B Tier: Best-in-Class, But Not Essential (Yet)
These tools lead their niche but aren’t critical to my daily workflow.
- Kling – High-quality AI-generated video, great for cinematic effects.
- Magic Hour – Versatile AI-powered video and image tools
- Runway – A strong AI video editor, especially for creative projects.
- HeyGen – Best-in-class for AI talking head videos, but still feels unnatural.
- Gumloop – A promising no-code AI automation tool with a steep learning curve.
- Granola – Solid for meeting notes but best for teams at scale.
- Google Gemini AI Studio (Image Editor) – AI-powered image editing with potential, but still inconsistent.
- Photoroom – The best background remover for e-commerce and product photography.
- OpusClip – Auto-edits long videos into short, social-friendly clips.
A Tier: Best-in-Class and Part of My Workflow
These are the best tools in their category. I don’t use them daily, but when I do, they’re essential.
- Cursor – My go-to AI coding assistant.
- Windsurf – A strong alternative to Cursor, powered by Claude 3.7.
- Perplexity – AI-powered search with cited sources.
- ElevenLabs – The best text-to-speech and voice cloning tool available.

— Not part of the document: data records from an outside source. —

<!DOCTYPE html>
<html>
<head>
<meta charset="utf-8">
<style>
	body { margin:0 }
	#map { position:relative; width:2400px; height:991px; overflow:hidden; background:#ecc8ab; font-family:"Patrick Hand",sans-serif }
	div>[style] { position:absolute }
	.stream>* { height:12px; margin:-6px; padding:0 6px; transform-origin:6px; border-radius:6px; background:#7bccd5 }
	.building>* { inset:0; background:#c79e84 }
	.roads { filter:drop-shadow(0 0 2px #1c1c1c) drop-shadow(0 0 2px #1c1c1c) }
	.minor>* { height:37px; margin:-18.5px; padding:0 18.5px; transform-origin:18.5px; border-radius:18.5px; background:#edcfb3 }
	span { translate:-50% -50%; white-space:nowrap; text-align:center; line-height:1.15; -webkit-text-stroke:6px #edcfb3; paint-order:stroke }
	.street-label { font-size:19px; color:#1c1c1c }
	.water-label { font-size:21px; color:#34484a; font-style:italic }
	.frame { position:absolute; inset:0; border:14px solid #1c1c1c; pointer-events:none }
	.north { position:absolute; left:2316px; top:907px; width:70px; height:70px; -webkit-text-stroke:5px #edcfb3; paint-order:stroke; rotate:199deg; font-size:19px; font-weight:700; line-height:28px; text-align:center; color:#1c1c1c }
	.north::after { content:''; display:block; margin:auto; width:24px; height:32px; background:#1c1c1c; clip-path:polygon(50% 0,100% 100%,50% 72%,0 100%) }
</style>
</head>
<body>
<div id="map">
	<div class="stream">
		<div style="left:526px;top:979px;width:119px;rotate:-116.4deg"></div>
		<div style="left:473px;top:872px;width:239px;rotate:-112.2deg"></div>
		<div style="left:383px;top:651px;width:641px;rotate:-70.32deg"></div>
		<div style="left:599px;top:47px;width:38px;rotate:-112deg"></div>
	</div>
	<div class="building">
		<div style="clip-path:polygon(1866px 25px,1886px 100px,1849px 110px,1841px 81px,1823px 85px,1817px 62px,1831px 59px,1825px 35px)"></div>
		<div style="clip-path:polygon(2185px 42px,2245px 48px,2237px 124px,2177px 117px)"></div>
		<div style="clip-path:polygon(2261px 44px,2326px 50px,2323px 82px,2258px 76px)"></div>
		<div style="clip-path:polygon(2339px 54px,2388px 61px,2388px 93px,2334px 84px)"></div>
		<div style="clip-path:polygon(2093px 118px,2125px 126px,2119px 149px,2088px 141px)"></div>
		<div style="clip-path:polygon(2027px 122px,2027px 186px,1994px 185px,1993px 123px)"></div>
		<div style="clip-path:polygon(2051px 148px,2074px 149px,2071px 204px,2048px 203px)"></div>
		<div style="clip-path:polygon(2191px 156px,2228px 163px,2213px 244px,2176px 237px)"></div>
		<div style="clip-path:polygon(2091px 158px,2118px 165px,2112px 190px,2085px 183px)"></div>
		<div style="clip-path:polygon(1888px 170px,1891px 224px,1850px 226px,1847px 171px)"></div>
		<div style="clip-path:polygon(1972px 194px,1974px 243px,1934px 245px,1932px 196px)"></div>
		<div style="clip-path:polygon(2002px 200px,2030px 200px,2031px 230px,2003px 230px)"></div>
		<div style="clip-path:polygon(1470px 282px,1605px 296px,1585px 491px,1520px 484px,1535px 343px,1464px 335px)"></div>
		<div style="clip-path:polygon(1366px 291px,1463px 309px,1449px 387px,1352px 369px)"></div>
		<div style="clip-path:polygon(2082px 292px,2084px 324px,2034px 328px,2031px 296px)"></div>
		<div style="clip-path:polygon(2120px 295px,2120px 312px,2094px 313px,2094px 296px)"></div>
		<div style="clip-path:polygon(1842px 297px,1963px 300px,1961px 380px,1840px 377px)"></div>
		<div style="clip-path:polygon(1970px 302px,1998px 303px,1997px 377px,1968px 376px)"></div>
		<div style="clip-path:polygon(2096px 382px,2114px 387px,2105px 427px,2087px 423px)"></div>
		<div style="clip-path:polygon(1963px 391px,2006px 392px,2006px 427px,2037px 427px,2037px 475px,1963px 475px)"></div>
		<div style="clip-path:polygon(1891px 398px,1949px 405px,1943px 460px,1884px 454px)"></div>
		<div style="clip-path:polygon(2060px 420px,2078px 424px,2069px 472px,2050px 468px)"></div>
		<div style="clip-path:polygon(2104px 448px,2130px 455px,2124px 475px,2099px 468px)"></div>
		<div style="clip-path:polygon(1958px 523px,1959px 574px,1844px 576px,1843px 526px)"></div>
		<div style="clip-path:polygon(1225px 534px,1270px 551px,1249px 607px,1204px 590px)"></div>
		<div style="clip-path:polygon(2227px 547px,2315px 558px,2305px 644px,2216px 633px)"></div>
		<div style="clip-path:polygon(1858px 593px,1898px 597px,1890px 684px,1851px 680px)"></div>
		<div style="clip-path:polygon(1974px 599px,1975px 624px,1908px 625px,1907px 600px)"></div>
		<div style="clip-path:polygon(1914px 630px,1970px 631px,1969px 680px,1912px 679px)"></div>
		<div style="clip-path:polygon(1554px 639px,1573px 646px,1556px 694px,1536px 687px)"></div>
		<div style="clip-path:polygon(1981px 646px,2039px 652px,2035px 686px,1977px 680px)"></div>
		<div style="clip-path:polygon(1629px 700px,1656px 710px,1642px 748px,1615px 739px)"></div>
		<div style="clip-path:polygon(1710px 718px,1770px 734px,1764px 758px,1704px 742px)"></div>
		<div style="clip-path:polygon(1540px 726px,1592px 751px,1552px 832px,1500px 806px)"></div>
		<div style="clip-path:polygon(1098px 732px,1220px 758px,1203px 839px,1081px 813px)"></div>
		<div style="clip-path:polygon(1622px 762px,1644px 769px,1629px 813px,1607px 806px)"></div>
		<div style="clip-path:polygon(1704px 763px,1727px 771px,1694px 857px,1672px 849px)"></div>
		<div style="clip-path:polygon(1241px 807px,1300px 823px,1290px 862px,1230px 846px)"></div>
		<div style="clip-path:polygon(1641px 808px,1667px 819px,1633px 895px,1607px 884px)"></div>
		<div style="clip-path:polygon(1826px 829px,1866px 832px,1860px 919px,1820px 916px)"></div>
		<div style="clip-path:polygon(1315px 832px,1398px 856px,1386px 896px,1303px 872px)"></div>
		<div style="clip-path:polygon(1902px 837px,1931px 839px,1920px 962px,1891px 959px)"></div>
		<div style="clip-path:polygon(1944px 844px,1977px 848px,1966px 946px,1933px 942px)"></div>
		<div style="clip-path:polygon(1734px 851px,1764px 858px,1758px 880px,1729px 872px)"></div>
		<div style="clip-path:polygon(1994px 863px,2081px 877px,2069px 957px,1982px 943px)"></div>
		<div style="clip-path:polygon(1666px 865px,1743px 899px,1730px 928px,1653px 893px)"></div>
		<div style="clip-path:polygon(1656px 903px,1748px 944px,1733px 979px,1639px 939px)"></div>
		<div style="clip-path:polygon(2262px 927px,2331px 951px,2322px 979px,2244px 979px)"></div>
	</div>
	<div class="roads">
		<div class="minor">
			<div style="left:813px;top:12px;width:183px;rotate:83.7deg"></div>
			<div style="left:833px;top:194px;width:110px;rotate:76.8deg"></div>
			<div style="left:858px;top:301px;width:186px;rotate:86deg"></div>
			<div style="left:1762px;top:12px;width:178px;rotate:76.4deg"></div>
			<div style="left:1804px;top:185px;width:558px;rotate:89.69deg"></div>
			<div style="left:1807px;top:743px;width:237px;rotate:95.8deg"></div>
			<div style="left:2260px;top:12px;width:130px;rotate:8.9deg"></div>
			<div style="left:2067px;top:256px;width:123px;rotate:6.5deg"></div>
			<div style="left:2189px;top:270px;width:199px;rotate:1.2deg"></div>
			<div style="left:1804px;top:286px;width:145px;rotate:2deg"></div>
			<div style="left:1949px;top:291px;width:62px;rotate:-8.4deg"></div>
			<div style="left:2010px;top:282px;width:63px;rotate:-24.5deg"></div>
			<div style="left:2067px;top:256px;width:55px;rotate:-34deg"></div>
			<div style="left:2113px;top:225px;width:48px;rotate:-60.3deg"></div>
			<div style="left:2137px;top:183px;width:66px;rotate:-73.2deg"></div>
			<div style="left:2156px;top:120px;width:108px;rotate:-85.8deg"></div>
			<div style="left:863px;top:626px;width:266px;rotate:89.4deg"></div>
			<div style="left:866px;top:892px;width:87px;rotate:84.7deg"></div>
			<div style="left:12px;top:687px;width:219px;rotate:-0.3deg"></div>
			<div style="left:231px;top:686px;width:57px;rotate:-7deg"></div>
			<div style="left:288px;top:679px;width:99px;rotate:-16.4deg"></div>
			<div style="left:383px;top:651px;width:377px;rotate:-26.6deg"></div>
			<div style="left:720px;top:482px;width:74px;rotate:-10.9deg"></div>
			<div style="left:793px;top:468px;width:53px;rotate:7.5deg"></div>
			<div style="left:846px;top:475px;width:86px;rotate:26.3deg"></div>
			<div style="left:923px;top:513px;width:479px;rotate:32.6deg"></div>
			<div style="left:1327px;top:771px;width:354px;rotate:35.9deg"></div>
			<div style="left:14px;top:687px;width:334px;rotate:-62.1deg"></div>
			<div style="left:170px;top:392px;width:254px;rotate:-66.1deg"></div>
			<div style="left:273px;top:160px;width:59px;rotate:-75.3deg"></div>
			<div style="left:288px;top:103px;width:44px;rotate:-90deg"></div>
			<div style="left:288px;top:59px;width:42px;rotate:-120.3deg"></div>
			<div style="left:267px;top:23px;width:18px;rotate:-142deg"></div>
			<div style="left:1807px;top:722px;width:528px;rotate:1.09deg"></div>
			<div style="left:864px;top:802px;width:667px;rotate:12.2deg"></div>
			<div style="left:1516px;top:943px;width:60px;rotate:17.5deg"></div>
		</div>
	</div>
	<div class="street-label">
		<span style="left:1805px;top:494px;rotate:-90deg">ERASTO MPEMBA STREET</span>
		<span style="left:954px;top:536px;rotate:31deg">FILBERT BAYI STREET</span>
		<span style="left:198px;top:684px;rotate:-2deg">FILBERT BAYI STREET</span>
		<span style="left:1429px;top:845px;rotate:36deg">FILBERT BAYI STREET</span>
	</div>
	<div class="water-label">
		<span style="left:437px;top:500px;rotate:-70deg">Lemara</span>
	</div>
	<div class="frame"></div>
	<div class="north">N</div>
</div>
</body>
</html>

- v0 – AI-powered prototyping for UI and product design.
- Lovable – An AI app builder that quickly turns ideas into working prototypes.
- Magic Patterns – Great for AI-generated UI components, with Figma export.
- Midjourney – Still the best AI image generator for high-quality, stylized visuals.
S Tier: AI Tools I Can’t Work Without
These tools are essential. If they went down, my workflow would take a serious hit.
- Grok – Free, no-limit AI chatbot with X integration, great for raw, direct conversations.
- Claude – The best AI for thoughtful writing, editing, and long-context reasoning.
- ChatGPT – The most versatile AI assistant for writing, coding, and research.
That’s my full tier list of the best AI tools in 2025. What do you think? Let me know if you agree or if I missed any must-have tools.